How many of the lines in the data contain "nowrap"? Give only the number.

Content starts

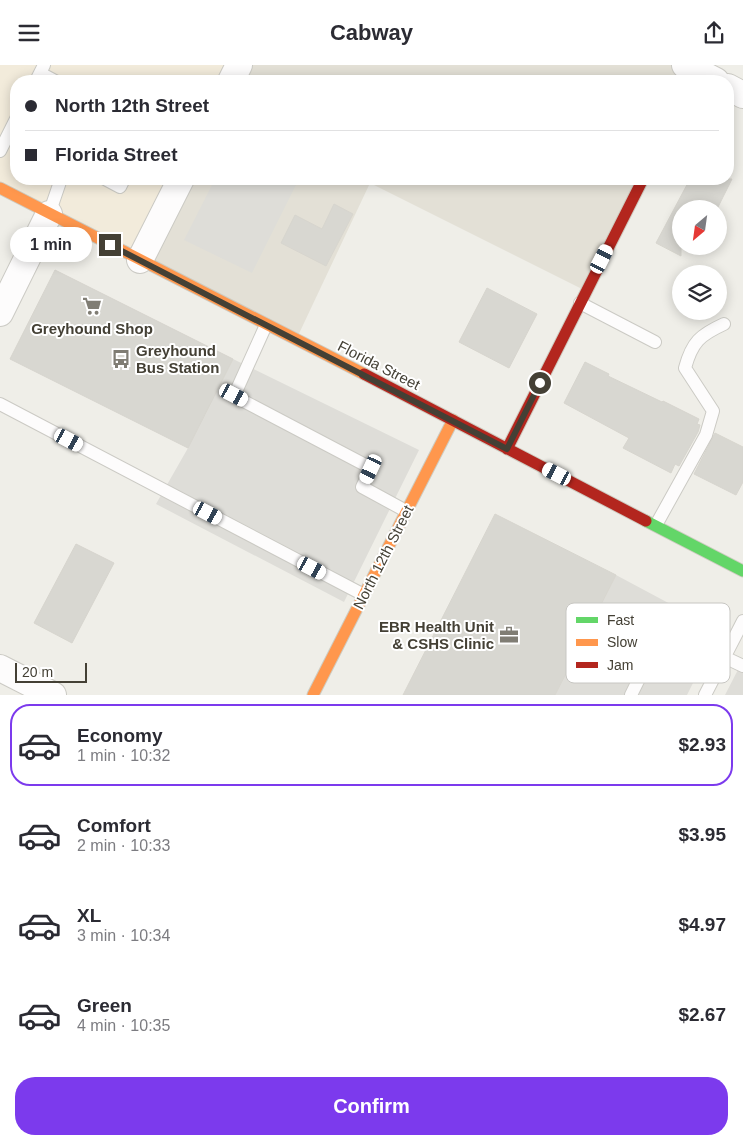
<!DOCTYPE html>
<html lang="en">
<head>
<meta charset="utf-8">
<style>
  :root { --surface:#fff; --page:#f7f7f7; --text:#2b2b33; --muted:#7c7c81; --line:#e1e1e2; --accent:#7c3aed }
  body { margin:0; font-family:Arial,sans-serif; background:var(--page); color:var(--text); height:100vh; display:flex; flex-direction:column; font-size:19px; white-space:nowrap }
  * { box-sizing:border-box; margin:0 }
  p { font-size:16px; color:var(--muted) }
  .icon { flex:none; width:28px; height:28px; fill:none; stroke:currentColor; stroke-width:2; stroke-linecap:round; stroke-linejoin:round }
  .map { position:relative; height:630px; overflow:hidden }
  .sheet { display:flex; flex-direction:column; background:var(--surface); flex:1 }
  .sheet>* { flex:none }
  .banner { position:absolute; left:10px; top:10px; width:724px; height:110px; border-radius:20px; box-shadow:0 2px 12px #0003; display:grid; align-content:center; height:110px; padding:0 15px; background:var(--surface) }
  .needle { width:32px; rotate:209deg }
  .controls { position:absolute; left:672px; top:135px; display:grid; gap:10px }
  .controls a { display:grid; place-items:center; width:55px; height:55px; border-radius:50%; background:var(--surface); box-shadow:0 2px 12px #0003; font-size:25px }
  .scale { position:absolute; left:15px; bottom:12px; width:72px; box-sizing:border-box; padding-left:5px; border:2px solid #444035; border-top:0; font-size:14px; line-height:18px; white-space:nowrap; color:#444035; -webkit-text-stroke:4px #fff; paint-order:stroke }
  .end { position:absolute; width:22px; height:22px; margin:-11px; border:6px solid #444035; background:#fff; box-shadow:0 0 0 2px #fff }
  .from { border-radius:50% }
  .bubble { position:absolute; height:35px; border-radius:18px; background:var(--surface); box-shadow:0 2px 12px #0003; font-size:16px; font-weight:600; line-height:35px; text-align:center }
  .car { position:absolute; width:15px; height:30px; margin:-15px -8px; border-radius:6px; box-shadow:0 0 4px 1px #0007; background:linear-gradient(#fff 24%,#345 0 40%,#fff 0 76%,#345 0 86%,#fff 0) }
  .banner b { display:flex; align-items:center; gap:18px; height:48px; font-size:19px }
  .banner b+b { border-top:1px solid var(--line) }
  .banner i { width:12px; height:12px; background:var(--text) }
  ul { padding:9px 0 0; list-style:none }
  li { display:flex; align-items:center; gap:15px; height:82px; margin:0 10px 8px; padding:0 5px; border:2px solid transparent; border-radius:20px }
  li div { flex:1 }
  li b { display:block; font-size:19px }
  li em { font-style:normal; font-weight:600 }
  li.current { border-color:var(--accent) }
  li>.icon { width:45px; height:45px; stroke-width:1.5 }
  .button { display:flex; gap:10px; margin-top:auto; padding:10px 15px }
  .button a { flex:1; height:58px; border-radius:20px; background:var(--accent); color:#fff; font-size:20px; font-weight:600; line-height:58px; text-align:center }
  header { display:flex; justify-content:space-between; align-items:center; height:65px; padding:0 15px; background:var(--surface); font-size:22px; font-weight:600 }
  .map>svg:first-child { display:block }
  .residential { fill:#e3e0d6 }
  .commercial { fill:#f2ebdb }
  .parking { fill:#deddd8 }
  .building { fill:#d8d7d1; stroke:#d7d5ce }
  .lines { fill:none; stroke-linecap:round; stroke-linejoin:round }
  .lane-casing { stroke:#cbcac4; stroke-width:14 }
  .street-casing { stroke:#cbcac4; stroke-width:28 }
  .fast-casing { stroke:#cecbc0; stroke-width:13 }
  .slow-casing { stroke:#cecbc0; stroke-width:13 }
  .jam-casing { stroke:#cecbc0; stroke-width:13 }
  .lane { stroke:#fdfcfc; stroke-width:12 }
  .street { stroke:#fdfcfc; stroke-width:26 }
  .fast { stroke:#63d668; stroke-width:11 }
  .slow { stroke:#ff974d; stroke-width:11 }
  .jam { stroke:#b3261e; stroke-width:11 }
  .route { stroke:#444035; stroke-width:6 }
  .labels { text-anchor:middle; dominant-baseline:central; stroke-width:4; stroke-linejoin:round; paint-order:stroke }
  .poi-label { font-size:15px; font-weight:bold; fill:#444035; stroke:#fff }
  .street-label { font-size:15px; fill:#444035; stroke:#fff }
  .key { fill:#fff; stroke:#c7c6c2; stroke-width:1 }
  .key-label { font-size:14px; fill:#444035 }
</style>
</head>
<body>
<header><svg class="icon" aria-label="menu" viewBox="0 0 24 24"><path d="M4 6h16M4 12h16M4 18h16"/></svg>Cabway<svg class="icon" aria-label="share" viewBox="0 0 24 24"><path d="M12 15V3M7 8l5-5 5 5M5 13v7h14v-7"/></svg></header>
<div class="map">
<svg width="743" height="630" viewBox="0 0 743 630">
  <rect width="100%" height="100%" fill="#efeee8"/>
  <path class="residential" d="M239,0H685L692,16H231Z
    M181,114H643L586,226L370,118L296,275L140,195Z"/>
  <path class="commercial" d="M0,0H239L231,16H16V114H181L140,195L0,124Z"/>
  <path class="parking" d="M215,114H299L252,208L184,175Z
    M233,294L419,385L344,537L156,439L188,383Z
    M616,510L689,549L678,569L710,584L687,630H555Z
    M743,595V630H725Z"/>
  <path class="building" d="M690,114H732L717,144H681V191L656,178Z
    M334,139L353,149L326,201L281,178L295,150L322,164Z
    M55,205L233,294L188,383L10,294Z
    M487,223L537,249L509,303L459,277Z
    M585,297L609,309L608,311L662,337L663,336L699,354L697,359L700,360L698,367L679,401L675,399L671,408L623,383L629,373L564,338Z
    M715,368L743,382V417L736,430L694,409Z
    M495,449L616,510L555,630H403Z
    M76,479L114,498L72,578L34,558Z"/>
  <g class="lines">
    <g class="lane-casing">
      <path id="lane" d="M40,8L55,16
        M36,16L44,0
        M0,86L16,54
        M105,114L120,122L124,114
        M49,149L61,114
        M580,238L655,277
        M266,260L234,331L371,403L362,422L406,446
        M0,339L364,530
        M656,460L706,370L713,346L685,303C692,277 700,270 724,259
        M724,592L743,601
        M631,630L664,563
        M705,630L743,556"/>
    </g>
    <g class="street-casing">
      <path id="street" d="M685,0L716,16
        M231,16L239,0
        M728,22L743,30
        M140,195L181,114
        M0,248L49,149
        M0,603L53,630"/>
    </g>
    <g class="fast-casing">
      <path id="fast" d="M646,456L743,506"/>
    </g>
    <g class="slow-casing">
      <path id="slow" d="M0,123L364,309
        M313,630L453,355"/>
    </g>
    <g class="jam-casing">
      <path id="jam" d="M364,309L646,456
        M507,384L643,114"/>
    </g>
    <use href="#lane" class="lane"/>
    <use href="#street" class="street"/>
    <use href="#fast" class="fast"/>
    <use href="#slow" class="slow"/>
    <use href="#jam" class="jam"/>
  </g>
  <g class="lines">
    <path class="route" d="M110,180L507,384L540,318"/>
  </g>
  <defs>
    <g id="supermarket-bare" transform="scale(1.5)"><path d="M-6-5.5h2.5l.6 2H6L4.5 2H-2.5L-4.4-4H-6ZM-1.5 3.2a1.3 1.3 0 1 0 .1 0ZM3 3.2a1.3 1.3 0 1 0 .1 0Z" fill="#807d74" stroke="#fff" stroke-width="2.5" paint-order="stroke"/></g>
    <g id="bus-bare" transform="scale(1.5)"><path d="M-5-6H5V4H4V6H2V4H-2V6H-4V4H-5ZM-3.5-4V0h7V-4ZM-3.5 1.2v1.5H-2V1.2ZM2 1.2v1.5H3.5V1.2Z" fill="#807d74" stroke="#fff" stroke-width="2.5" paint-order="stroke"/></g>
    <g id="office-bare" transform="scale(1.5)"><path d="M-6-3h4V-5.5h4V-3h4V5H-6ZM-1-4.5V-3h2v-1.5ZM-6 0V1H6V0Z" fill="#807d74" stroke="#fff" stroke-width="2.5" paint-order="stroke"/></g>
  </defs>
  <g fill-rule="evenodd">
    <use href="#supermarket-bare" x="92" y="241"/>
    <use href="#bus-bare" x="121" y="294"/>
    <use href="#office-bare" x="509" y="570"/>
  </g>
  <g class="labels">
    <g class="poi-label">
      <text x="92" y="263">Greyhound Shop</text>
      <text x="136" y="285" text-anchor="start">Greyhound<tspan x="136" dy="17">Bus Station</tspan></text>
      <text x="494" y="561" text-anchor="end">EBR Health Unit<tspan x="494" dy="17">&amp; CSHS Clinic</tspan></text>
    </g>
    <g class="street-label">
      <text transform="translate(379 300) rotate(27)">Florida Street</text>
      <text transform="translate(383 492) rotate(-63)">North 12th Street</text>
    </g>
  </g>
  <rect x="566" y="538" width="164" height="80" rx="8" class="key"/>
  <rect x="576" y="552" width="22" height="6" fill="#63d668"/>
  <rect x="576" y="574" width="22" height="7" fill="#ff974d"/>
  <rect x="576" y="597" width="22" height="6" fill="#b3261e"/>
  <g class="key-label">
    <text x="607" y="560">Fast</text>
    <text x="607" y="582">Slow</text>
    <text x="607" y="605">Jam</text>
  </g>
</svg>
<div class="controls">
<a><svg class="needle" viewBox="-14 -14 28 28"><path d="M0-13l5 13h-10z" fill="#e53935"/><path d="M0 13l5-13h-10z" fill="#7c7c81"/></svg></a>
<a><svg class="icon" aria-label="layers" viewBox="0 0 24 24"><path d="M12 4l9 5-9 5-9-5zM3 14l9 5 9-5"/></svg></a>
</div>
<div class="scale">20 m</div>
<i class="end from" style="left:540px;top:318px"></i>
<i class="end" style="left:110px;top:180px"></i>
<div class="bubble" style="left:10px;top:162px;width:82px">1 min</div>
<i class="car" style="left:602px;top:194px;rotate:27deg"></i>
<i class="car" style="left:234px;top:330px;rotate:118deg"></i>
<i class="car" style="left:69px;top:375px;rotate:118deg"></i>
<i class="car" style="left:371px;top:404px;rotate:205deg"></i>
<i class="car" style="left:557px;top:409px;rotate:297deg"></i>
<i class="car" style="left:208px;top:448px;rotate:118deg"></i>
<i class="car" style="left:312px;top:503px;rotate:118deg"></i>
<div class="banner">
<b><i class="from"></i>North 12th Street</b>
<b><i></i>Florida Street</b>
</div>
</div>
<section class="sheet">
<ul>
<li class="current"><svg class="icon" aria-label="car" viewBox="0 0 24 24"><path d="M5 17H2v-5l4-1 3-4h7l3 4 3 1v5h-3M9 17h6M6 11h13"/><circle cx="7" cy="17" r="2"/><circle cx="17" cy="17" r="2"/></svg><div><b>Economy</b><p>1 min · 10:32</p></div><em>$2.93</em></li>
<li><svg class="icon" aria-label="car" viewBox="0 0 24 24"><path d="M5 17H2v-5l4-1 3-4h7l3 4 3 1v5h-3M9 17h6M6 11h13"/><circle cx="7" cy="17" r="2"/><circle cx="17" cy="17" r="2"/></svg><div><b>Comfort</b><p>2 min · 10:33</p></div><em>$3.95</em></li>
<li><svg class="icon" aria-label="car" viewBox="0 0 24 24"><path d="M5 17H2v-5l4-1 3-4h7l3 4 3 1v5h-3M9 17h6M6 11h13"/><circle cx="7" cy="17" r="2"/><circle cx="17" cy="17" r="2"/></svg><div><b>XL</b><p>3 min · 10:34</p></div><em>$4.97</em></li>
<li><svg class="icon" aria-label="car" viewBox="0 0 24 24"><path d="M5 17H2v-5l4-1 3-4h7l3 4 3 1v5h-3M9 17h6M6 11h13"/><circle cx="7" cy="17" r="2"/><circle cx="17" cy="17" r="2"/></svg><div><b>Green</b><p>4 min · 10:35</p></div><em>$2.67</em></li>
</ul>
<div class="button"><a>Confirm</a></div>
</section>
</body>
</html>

Content ends

WRITTEN REPLY>
2